I pulled over for a minute and wrote everything down. When he was done, I thanked him, told him to kiss Eleanor for me, then thanked him again. I don’t know how much of it he heard, because that’s about when the signal cut out for good. I put the phone down and got back on the road, taking that first exit past the bridge, to that thin lonely U.S. Highway 2 that runs along the shores of Lake Michigan, straight west into the setting sun, toward Houghton.
It felt strange to be back in Copper Country, where everything had begun. Winter wasn’t gone for good quite yet, but now it seemed to be fighting a losing battle. Where the snow had melted away there was dead ground and what deciduous trees there were looked like they’d never carry leaves again. I knew it would all come and it would come quickly, but tonight as my headlights swept across the empty road, the springtime felt like a fairy tale.
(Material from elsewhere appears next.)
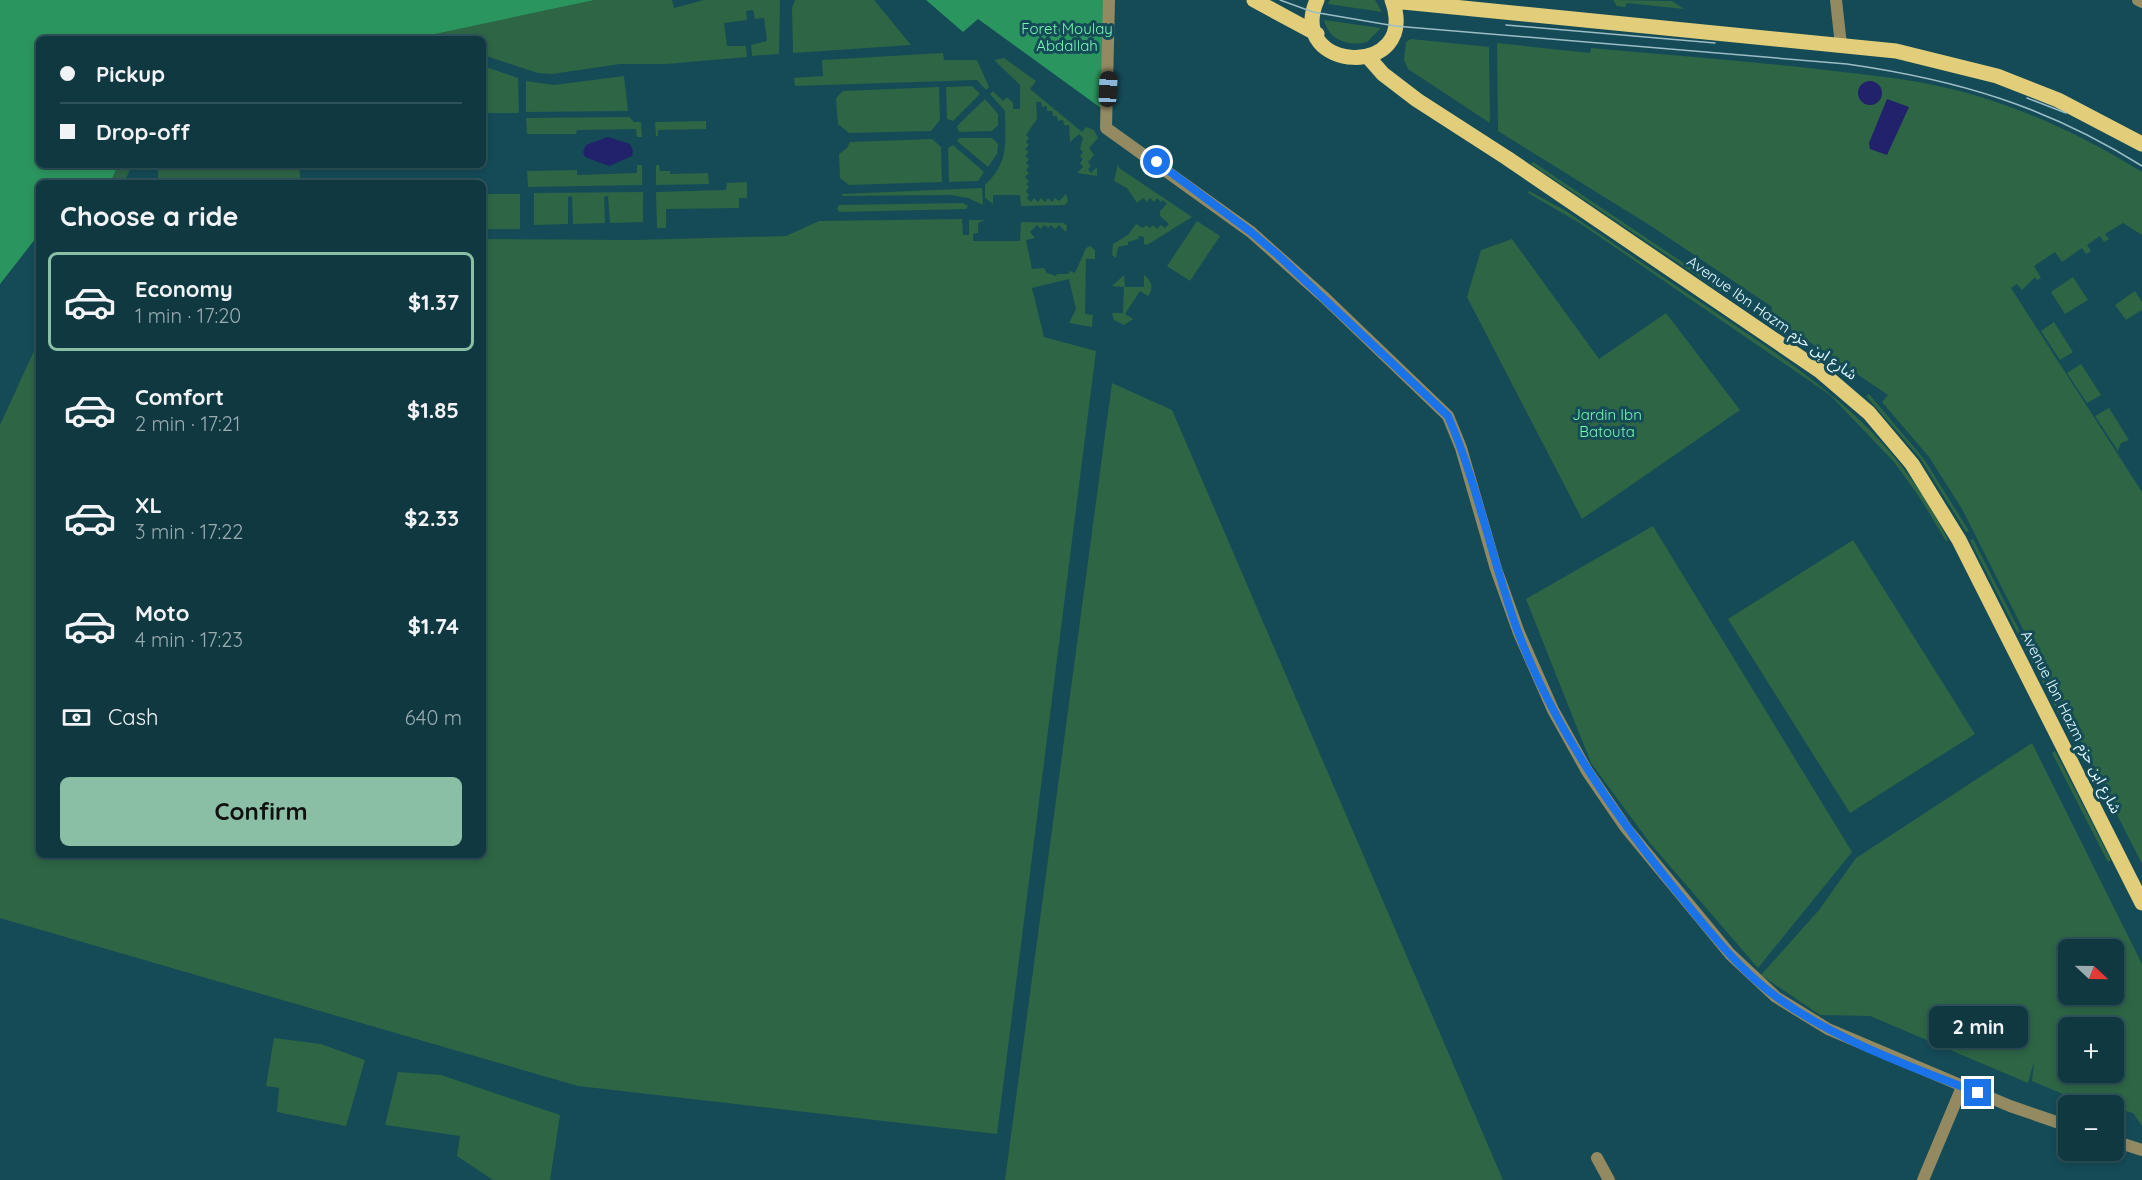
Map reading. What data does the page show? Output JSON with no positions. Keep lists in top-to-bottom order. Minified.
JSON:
{"streets":{"main road":["Avenue Ibn Hazm شارع ابن حزم"]},"parks":["Foret Moulay Abdallah","Jardin Ibn Batouta"],"north":"right","page":{"banner":["Pickup","Drop-off"],"heading":"Choose a ride","list":[{"name":"Economy","note":"1 min · 17:20","value":"$1.37"},{"name":"Comfort","note":"2 min · 17:21","value":"$1.85"},{"name":"XL","note":"3 min · 17:22","value":"$2.33"},{"name":"Moto","note":"4 min · 17:23","value":"$1.74"}],"pay":["Cash","640 m"],"buttons":"Confirm","map_buttons":["+","−"],"bubble":"2 min"}}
It was just after ten o’clock at night when I finally hit Houghton. There were lights now, and people driving around in their cars, but that empty feeling of foreboding I had brought with me didn’t go away. Maybe I was just too tired now, but I’d spent so many hours on the road and I knew there was a good chance I’d find something horrible here, just as Sean’s girlfriend had predicted.
As I went down the main street in Houghton, past the college buildings and the fraternities and everything else, I saw a lot more kids outside than I would have expected. They were walking up and down the sidewalks, some of them carrying beer bottles and most of them underdressed for the weather. I guess if you go to school in Houghton, an April night with the temperature just above freezing must feel like Bermuda.